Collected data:

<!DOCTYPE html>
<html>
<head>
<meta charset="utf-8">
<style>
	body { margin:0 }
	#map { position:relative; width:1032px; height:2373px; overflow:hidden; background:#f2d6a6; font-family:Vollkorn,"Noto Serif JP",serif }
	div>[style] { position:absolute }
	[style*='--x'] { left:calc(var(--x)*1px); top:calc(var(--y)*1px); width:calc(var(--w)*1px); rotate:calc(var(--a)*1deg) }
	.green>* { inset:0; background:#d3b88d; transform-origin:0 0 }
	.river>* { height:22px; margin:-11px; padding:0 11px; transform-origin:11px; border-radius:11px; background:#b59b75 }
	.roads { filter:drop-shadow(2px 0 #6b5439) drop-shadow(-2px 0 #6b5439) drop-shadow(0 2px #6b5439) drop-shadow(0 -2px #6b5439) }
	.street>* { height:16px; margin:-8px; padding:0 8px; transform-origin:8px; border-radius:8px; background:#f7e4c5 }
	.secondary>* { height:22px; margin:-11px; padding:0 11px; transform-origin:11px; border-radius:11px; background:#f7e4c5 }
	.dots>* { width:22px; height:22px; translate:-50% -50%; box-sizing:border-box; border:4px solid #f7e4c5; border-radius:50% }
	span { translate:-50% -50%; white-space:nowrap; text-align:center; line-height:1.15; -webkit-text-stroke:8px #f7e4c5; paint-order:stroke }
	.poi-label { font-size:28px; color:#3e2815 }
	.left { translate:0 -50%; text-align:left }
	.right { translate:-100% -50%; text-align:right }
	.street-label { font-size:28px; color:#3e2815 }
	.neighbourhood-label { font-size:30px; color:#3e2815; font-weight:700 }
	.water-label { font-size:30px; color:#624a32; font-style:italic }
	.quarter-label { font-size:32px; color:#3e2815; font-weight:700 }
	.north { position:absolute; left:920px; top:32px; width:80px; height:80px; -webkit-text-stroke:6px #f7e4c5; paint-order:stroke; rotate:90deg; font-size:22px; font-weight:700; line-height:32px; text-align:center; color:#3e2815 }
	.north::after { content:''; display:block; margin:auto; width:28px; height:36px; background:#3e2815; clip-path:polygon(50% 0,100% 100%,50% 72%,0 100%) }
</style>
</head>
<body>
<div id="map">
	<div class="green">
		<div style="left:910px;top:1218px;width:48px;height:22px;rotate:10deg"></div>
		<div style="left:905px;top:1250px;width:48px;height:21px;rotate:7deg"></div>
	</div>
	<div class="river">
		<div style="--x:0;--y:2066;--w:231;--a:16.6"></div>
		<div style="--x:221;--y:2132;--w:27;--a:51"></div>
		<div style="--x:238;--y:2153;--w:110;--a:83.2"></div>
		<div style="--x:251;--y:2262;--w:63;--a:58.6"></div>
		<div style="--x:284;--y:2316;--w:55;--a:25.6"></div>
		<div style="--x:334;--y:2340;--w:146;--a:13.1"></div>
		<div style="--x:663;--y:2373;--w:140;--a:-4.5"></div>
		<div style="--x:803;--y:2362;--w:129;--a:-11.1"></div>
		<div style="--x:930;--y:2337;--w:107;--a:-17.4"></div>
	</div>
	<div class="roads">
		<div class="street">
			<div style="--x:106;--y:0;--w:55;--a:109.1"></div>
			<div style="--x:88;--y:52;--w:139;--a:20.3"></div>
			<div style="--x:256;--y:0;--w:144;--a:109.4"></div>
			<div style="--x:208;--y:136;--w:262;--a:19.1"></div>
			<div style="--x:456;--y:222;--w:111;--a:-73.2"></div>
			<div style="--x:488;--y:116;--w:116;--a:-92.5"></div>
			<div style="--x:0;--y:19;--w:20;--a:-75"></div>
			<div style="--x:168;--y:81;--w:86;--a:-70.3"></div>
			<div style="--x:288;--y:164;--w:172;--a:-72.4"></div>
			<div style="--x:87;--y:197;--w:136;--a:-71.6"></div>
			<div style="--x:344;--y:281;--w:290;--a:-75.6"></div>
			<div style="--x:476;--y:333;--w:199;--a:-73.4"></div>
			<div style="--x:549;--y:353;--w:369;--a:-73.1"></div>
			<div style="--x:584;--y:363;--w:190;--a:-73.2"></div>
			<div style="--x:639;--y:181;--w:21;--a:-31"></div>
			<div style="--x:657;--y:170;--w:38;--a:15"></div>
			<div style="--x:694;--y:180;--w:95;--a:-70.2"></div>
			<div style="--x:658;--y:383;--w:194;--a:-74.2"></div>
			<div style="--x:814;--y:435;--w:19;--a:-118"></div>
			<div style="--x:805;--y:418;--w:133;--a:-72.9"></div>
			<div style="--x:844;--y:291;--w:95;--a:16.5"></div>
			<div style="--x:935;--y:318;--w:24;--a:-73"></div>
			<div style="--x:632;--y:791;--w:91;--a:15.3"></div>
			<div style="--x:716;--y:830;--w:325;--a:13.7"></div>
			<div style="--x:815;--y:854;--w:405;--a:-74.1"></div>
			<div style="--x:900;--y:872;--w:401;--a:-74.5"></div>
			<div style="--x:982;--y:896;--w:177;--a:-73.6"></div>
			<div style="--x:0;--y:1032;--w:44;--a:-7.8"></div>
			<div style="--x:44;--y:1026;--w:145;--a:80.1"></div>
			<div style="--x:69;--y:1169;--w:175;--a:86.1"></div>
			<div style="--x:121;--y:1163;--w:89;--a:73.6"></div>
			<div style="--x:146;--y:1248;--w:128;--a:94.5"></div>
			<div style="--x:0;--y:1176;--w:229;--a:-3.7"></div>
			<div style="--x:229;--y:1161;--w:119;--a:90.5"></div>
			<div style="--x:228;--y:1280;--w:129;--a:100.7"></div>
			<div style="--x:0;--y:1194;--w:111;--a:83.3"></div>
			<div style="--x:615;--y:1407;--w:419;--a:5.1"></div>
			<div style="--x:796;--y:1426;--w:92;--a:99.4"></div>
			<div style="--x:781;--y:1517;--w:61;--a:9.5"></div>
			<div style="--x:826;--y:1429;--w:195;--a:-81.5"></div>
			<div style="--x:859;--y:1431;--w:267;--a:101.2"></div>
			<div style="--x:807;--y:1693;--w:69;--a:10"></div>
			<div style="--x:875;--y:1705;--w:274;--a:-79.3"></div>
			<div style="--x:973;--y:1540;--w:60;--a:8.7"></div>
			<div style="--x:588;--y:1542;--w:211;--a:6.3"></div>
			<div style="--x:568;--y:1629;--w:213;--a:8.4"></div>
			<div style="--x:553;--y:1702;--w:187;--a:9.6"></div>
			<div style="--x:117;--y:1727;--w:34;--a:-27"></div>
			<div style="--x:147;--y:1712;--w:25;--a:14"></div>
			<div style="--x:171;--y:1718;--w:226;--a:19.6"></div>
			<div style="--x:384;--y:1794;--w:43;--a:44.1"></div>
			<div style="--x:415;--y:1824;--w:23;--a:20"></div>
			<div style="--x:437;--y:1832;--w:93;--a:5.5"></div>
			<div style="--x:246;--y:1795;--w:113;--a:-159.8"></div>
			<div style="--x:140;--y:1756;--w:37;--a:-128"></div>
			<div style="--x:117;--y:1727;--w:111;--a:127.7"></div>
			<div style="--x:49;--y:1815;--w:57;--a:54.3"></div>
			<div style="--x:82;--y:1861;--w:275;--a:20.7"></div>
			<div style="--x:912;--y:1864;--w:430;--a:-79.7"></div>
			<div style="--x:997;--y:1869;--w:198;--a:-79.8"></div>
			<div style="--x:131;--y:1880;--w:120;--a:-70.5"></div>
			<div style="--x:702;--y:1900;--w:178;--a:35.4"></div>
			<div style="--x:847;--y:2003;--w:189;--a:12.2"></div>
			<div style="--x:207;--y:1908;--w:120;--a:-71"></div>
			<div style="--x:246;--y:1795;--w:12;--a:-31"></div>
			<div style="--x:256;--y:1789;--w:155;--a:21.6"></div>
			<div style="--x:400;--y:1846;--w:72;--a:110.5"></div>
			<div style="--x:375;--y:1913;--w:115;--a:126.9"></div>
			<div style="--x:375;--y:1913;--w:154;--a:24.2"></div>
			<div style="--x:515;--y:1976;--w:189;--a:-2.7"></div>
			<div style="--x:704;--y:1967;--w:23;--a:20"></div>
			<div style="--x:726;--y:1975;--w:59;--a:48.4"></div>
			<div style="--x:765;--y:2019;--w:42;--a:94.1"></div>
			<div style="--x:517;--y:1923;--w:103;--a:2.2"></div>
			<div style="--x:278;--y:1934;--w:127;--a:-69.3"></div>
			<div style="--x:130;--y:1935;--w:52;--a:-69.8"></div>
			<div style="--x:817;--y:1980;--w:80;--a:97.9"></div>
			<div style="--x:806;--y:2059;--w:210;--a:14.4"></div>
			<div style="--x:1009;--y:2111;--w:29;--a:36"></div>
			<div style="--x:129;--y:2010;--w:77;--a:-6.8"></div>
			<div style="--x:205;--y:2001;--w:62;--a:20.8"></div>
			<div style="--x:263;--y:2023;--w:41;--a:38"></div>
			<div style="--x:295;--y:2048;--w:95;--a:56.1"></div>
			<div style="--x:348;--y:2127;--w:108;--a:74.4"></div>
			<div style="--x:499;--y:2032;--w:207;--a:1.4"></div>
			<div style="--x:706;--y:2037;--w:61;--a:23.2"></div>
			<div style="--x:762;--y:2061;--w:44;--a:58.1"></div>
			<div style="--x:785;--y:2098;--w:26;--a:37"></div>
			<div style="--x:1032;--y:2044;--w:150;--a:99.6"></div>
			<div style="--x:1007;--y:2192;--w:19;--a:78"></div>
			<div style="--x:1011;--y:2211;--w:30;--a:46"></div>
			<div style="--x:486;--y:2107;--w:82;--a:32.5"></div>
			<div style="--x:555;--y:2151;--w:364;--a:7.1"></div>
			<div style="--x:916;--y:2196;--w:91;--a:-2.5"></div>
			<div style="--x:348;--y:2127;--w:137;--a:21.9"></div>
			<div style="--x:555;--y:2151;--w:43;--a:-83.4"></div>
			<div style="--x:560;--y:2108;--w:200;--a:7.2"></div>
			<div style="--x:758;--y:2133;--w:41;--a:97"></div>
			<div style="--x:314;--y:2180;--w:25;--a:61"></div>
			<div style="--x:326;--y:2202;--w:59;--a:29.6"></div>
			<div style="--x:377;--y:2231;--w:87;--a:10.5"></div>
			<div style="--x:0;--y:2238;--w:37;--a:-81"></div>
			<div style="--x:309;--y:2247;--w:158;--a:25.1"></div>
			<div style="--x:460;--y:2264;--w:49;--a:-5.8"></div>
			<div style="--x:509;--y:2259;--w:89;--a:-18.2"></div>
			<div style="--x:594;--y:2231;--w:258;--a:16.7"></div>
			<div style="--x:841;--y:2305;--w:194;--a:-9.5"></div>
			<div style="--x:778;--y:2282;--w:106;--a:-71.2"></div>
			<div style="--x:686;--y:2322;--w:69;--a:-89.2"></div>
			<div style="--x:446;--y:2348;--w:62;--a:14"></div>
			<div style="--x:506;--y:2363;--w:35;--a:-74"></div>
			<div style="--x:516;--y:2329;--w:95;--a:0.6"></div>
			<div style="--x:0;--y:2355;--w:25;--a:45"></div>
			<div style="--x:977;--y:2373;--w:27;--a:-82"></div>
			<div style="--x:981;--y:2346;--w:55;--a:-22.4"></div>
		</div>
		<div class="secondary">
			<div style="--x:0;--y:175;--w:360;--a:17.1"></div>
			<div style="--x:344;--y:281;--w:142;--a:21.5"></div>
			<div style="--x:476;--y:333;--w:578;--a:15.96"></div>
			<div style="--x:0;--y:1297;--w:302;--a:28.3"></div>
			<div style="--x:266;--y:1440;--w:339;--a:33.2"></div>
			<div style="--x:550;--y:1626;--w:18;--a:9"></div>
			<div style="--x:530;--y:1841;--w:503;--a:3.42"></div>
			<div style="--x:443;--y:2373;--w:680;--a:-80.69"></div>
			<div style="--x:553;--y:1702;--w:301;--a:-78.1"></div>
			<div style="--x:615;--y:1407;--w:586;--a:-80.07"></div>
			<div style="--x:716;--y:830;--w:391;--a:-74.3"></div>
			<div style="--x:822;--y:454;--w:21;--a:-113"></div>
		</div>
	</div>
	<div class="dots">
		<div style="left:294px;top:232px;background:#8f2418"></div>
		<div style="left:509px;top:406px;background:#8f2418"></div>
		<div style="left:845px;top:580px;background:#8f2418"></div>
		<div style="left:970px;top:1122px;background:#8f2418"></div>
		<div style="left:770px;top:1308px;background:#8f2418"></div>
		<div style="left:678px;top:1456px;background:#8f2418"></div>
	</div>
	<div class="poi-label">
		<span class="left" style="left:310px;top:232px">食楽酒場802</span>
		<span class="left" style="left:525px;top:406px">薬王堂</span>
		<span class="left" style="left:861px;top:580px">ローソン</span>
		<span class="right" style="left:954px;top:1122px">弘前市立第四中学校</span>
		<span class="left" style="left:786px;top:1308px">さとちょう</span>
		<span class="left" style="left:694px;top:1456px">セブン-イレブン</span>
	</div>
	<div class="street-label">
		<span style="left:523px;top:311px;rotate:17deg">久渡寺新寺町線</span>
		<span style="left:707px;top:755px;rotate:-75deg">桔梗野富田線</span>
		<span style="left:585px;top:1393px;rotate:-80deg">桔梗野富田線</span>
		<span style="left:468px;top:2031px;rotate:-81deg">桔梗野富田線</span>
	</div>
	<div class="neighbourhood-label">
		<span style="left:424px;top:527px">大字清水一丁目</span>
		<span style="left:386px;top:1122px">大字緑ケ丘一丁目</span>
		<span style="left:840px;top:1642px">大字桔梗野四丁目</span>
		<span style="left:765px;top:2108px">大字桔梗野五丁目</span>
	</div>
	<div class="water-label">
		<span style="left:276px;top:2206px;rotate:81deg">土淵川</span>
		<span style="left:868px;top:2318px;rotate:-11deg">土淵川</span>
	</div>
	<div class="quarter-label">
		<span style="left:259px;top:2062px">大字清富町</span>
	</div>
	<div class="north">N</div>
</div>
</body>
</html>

Activity:
The first line of the records and every line down to the line with "filter:drop-shadow(2px 0 #6b5439)" must be quoted exactly; leave out all else.

Response below:
<!DOCTYPE html>
<html>
<head>
<meta charset="utf-8">
<style>
	body { margin:0 }
	#map { position:relative; width:1032px; height:2373px; overflow:hidden; background:#f2d6a6; font-family:Vollkorn,"Noto Serif JP",serif }
	div>[style] { position:absolute }
	[style*='--x'] { left:calc(var(--x)*1px); top:calc(var(--y)*1px); width:calc(var(--w)*1px); rotate:calc(var(--a)*1deg) }
	.green>* { inset:0; background:#d3b88d; transform-origin:0 0 }
	.river>* { height:22px; margin:-11px; padding:0 11px; transform-origin:11px; border-radius:11px; background:#b59b75 }
	.roads { filter:drop-shadow(2px 0 #6b5439) drop-shadow(-2px 0 #6b5439) drop-shadow(0 2px #6b5439) drop-shadow(0 -2px #6b5439) }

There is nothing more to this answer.